**Instructions for the task**
From the listing below, copy each line that contains the word "gradient".

**Input for this task**
__________

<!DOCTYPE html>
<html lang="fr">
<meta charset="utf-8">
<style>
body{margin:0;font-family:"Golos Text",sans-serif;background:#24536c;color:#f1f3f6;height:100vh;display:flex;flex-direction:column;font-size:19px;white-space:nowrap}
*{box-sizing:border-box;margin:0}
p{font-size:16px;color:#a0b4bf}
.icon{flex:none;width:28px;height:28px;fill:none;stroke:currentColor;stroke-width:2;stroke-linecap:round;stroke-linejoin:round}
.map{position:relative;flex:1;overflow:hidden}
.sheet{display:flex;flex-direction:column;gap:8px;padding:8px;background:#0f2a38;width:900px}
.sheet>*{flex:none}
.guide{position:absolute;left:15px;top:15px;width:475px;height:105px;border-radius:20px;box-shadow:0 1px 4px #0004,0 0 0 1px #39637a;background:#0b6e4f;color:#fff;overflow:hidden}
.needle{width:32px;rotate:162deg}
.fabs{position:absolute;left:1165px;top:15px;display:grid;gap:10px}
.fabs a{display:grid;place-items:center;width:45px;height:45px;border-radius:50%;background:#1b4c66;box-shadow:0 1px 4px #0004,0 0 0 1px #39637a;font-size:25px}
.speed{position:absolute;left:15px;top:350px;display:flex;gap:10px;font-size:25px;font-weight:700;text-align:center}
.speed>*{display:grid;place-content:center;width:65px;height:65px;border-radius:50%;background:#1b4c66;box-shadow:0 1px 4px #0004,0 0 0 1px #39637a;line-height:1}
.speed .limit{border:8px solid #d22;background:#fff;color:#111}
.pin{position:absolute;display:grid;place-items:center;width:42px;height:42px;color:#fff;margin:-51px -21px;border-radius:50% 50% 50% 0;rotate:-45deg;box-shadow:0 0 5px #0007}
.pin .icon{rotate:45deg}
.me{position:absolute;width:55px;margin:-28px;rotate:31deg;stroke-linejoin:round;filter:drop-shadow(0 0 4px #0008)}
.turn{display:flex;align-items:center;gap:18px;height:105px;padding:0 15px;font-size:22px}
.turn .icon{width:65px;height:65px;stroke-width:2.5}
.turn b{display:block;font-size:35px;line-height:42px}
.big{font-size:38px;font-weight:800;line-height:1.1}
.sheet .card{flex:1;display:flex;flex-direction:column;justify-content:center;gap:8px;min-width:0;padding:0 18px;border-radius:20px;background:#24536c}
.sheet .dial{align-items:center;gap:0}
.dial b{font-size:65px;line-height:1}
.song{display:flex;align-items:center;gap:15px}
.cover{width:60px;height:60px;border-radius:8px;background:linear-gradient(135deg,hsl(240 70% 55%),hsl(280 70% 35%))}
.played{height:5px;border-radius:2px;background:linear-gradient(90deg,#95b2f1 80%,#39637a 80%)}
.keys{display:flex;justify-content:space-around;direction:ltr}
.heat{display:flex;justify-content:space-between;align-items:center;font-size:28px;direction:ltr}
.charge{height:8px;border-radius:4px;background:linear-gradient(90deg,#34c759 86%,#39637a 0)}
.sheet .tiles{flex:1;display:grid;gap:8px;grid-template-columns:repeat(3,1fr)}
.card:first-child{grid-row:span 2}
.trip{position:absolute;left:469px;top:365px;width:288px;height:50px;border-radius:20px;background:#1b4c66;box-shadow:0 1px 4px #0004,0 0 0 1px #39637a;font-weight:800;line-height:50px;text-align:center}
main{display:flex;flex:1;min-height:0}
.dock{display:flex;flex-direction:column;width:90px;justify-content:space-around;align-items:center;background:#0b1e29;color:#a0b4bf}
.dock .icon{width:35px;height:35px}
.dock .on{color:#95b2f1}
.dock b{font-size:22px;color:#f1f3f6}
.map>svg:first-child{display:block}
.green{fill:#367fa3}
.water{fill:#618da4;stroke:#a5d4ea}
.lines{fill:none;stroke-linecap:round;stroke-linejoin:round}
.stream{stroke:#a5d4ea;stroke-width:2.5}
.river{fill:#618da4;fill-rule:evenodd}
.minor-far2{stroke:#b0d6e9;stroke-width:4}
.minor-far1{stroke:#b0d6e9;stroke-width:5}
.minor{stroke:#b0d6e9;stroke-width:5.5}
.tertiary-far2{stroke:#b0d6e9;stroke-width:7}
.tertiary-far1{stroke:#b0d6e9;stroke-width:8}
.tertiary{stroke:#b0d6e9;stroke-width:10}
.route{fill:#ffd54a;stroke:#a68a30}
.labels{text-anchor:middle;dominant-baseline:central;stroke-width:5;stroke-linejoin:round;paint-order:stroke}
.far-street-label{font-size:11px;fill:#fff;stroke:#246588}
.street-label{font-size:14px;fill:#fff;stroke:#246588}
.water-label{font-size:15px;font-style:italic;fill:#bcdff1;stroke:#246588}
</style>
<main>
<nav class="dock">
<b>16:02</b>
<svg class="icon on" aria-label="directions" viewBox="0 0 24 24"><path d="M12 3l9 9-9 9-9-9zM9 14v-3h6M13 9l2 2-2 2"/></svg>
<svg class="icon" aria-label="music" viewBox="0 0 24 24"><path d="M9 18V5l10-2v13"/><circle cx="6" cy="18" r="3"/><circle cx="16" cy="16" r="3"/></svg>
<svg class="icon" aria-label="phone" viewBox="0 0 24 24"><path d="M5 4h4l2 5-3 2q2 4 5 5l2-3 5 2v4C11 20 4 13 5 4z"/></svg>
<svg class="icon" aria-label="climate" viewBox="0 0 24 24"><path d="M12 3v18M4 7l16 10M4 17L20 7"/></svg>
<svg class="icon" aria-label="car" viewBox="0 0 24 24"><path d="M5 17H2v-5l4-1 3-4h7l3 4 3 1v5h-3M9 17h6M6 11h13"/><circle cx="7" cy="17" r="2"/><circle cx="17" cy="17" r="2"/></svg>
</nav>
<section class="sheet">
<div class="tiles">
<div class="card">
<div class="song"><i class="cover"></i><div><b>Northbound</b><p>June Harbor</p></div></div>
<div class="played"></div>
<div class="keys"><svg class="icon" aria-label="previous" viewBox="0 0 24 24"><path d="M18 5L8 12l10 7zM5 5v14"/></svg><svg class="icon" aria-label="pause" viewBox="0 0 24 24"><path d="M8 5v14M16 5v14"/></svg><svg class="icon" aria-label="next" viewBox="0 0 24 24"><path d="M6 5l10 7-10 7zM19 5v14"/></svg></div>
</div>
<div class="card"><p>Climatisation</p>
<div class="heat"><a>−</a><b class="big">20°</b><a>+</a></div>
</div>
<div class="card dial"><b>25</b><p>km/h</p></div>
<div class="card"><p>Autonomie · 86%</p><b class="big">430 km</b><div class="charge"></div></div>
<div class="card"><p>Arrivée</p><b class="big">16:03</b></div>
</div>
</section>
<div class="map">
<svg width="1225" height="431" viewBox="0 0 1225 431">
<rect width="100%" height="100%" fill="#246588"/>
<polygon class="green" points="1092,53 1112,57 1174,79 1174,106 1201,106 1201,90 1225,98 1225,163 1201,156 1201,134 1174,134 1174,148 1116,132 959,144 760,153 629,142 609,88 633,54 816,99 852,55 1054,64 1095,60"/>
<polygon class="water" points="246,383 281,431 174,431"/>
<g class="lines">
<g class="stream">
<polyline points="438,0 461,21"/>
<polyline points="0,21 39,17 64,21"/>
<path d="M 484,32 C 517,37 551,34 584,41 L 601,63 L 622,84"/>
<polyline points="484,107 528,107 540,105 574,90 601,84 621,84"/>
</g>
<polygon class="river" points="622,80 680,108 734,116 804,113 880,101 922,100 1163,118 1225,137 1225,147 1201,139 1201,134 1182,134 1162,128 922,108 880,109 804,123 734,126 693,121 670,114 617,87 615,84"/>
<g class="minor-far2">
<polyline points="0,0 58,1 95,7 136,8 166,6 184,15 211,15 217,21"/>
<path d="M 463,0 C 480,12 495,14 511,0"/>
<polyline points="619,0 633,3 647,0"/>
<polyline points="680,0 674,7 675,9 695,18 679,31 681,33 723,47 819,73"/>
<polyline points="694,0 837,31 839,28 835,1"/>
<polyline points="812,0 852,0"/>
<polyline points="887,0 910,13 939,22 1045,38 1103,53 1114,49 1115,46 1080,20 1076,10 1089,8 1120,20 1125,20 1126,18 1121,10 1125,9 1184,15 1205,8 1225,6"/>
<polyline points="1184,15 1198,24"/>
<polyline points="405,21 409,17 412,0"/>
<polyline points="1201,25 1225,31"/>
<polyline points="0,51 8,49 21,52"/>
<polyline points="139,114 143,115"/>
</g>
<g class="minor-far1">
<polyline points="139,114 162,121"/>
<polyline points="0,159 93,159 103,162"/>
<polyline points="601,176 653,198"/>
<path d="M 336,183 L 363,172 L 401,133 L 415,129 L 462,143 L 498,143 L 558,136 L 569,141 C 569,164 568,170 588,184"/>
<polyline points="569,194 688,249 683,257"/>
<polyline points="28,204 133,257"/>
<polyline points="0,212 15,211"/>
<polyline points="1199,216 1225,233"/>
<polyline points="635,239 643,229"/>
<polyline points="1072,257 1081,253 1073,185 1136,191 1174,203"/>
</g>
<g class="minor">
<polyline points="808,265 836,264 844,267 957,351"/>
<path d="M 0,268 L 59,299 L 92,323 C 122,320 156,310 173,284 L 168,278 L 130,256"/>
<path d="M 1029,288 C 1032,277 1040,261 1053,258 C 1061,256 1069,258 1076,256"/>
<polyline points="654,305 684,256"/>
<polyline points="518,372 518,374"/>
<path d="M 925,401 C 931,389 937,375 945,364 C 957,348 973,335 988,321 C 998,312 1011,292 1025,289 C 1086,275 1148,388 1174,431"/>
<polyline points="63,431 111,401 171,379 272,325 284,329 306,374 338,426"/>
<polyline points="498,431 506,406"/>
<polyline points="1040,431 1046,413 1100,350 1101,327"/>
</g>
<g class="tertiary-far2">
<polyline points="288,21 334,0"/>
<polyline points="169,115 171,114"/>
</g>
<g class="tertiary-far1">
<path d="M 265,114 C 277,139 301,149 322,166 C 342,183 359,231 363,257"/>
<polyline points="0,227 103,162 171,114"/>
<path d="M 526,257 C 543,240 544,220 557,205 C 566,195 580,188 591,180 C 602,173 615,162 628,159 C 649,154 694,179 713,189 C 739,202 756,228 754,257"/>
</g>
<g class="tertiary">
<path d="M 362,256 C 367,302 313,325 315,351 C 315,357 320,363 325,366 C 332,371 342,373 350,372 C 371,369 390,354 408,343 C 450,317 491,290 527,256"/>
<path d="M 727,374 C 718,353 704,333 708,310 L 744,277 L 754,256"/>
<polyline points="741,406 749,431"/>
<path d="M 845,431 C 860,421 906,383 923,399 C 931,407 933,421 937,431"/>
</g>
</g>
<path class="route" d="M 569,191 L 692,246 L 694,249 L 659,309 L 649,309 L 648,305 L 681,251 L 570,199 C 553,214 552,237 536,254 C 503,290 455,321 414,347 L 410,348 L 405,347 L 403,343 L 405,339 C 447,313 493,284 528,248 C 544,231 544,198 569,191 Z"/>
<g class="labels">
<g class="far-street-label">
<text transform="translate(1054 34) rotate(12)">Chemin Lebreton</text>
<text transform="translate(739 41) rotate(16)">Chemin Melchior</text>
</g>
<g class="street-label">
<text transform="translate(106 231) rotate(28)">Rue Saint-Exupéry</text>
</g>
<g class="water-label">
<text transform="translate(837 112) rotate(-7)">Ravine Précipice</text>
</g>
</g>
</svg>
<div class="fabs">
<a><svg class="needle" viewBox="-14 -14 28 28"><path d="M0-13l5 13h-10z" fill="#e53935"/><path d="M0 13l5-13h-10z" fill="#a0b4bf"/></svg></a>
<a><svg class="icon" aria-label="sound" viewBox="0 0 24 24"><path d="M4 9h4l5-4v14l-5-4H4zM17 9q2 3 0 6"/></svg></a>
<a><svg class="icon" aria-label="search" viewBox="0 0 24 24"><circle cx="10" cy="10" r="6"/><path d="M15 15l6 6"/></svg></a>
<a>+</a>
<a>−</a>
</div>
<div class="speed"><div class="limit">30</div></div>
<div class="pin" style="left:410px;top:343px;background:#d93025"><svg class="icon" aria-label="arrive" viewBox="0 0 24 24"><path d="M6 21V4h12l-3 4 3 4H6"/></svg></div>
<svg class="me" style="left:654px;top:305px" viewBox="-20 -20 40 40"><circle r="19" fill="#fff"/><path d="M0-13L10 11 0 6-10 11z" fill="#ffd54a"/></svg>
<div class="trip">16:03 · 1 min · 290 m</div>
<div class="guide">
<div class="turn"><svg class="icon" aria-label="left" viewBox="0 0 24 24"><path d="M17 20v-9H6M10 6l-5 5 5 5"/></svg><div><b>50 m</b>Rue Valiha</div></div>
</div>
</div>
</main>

__________

**Output below**
.cover{width:60px;height:60px;border-radius:8px;background:linear-gradient(135deg,hsl(240 70% 55%),hsl(280 70% 35%))}
.played{height:5px;border-radius:2px;background:linear-gradient(90deg,#95b2f1 80%,#39637a 80%)}
.charge{height:8px;border-radius:4px;background:linear-gradient(90deg,#34c759 86%,#39637a 0)}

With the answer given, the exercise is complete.